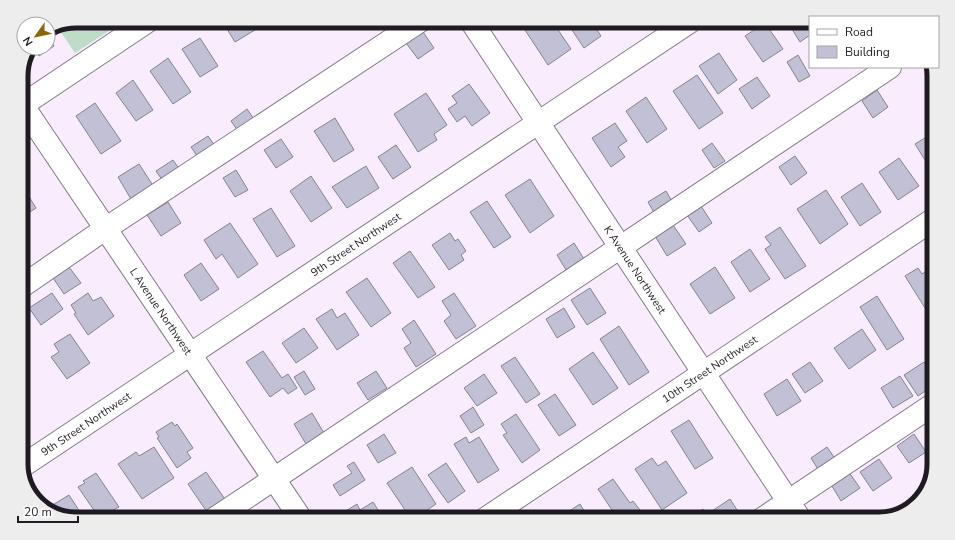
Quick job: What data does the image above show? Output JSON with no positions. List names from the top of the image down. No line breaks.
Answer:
{"streets":{"street":["9th Street Northwest","K Avenue Northwest","L Avenue Northwest","10th Street Northwest"]},"crossings":[["9th Street Northwest","K Avenue Northwest"],["9th Street Northwest","L Avenue Northwest"],["K Avenue Northwest","10th Street Northwest"]],"legend":["Road","Building"],"scale_bar":"20 m","north":"bottom left"}
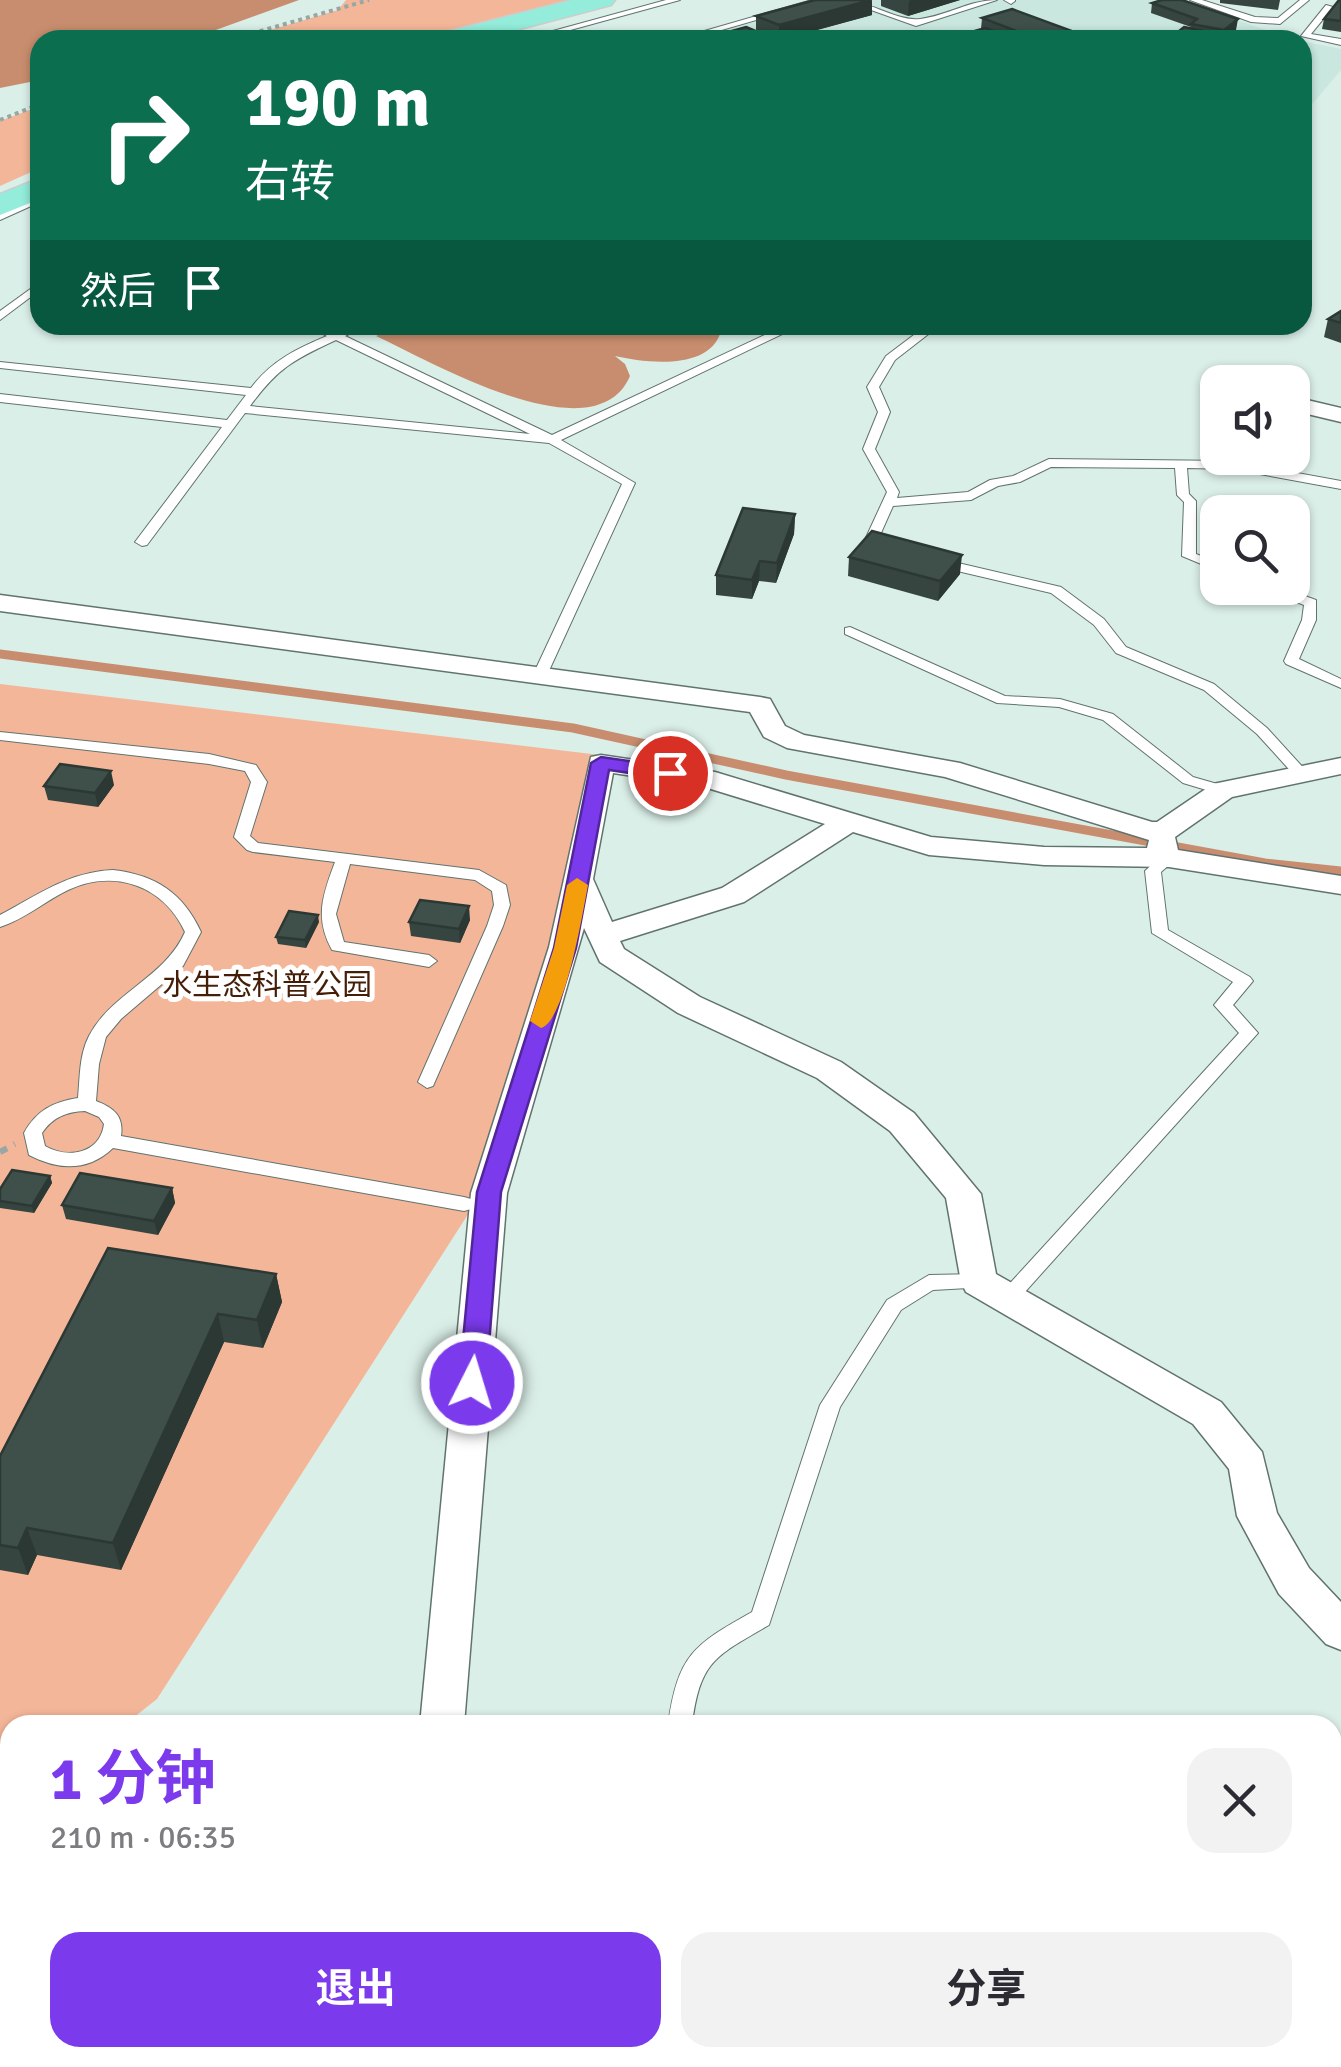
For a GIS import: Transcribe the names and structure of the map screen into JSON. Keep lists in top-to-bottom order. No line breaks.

▶ Problem details: Could you print the material above word for word and skip the images?

▶ Response for this exercise:
Quick job: What data does the image above show? Output JSON with no positions. List names from the top of the image down. No line breaks.
Answer:
{"streets":{"street":["9th Street Northwest","K Avenue Northwest","L Avenue Northwest","10th Street Northwest"]},"crossings":[["9th Street Northwest","K Avenue Northwest"],["9th Street Northwest","L Avenue Northwest"],["K Avenue Northwest","10th Street Northwest"]],"legend":["Road","Building"],"scale_bar":"20 m","north":"bottom left"}
For a GIS import: Transcribe the names and structure of the map screen into JSON. Keep lists in top-to-bottom order. No line breaks.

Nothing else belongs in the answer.